If I do x8 accesses starting at addr 0(ie. 0,8,0x10,0x18, etc) then _nothing_ gets

stomped on.

If I do x8 accesses starting at addr 4(ie. 0,4,0xC,0x14, etc) then _nothing_ gets

stomped on.

However, it is when I do writes where some use BE 0x0F and others use BE 0xF0 then that is when things go awry.

I will clarify for you how the hardward is hooked up:

o I have two 16 bit DDR2 devices.

o The same address bus goes to both DDR A0-A12

o The same BA goes to both DDR BA0-BA2

o The same CK/CK# go to both DDR CK/CK#

o The same CS,WE,RAS,CAS go to both

o DQS0,1 go to device 0 LDQS,UDQS and DQS2,3 go to device 1 LDQS,UDQS

o ODT is also shared

o DQ0-15 go to device 0, DQ16-31 go to device 1.

o LDM,UDM for both devices is grounded through a resistor.

Of course, the controller is configured as a 32 bit single device

with 1 CS, 8 DQ per DQS, drive DM pins=NO, 1 output clk pair.

Thanks.

Altera_Forum · ‎09-11-2010

Devices I am using are MT47H64M16

Configuration: 8 Meg x 16bit x 8 banks (ie. 1Gb, 128MB, or 64M x 16bit locations)

Row Addr: A[12:0] (8K)

Bank Addr: BA[2:0] (8)

Col Addr: A[9:0] (1K)

Total of row/bank/col = 8Kx8x1K = 64M x 16bit locations(according to the datasheet).

Now, given the way I have connected the two devices we still have the

same number of locations but now the density doubles since the

number of DQ's has doubled.

In order to access every location I need access to all address locations

(row,bank,col) but the datasheet for the controller says for its example:

>>>>>local_address[23:11] = row address[12:0]

>>>>>local_address[10:9] = bank address [1:0]

>>>>>local_address [8:0] = column address[9:1]

>>>>>The least significant bit (LSB) of the column address (multiples of four) on

>>>>>the memory side is ignored, because the local data width is twice that of the

>>>>>memory data bus width.

Is it not true that I need to be able to toggle the LSB of the column address

to access all the memory? To me it would seem absolutely necessary.

With consideration to my previous post:

I am trying to understand how the given accesses show up on the mem side.
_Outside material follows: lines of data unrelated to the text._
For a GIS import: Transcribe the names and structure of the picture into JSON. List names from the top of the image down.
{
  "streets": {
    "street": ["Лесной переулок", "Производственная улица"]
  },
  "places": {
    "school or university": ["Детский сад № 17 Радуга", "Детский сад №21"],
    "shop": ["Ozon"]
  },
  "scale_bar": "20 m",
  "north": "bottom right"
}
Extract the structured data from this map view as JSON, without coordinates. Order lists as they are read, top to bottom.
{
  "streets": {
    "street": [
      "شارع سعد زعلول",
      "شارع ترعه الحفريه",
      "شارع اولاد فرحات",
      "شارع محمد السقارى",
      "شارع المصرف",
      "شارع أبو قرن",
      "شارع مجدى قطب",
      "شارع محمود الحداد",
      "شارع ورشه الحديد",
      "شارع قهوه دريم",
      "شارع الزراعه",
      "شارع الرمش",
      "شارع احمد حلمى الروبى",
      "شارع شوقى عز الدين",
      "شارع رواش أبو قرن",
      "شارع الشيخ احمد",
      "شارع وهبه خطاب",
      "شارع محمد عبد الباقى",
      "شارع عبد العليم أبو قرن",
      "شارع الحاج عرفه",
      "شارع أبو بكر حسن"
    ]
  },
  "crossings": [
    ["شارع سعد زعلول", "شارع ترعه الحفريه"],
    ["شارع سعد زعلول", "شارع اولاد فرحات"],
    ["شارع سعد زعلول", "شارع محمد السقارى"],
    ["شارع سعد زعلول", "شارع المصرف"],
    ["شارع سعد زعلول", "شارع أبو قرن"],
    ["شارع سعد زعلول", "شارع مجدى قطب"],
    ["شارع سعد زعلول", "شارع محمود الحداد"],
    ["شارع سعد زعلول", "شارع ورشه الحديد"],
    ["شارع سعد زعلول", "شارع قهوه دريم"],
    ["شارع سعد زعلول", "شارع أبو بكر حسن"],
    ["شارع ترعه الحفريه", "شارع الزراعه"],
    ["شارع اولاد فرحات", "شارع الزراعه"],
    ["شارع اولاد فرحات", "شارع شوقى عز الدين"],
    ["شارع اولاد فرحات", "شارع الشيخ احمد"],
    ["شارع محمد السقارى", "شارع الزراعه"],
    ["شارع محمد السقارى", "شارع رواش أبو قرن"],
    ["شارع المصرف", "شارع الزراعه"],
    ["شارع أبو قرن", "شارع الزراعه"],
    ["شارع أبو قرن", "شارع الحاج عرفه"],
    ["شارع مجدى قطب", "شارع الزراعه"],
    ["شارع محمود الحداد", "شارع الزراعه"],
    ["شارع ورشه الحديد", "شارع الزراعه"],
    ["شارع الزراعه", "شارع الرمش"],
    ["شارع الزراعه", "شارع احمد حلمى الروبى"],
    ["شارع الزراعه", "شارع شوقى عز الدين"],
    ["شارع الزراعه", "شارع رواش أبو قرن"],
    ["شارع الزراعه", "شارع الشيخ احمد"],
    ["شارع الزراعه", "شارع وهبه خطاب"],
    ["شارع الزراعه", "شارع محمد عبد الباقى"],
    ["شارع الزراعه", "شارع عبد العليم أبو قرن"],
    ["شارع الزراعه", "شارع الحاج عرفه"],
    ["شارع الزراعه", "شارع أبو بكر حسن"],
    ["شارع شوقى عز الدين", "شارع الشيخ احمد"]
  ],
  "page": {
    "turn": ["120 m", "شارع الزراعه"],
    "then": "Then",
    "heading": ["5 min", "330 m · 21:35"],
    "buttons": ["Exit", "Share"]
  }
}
The datasheet is does not really cover my case clearly with the aid of

timing diagrams.

Here was the data in question:

For writes(B = byte, L = local):

ACCESS BADDR BDATA LADDR BE WDATA

1 0 1 0 0F 0000000100000001h

2 4 2 0 F0 0000000200000002h

3 8 4 1 0F 0000000400000004h

4 c 8 1 F0 0000000800000008h

5 10 10 2 0F 0000001000000010h

6 14 20 2 F0 0000002000000020h

...

I would imagine that all of these would be single 32 bit accesses

to the memory(which is 32 bits wide) and thus from one cycle

to another the only things that should change would be the mem_DQ's and the

mem_addr. I would expect all other signals to behave the same

(until bank end is reached) so on the mem interface things should not

look different whether BE is 0x0F or 0xF0 but something is definitely

not functioning correctly here.

It is my contention that there are bugs in the controller for how

varying BE transfers are handled.

Here is some more data:

1: wrote 00000001, test_addr 00000000, read_val fffffffe, device 1

2: wrote 00000002, test_addr 00000008, read_val fffffffd, device 1

3: wrote 00000004, test_addr 00000010, read_val fffffffb, device 1

4: wrote 00000008, test_addr 00000018, read_val fffffff7, device 1

5: wrote fffffffe, test_addr 00000004, read_val fffffffe, device 1

6: wrote fffffffd, test_addr 0000000c, read_val fffffffd, device 1

7: wrote fffffffb, test_addr 00000014, read_val fffffffb, device 1

8: wrote fffffff7, test_addr 0000001c, read_val fffffff7, device 1

For this test I wanted to see what would happen to four BE=0x0F (x8) writes

if I followed them with four BE=0xF0 (x8 but with offset 4 addrs).

Here I do the 8 writes and then read them back at the end in the order

they were written.

Sure enough the data from 1-4 get stomped on by the writes 5-8.

If I read 1-4 back before the 5-8 writes then all is good.

It is almost as if the local_be(byte enables) are being completely ignored

by the controller.

For all accesses, local_size is 1 and local_burstbegin toggles for one cycle

with the local_write_req.

I welcome any feedback.

Thank-you.

Altera_Forum · ‎09-11-2010

Hmmm, I wonder if accesses were made to be 64 bit on the local bus which means

that it would use local_be = 0xFF. I wonder if that would work.

Perhaps using one of the DMA controllers.

What's the easiest way to test this theory?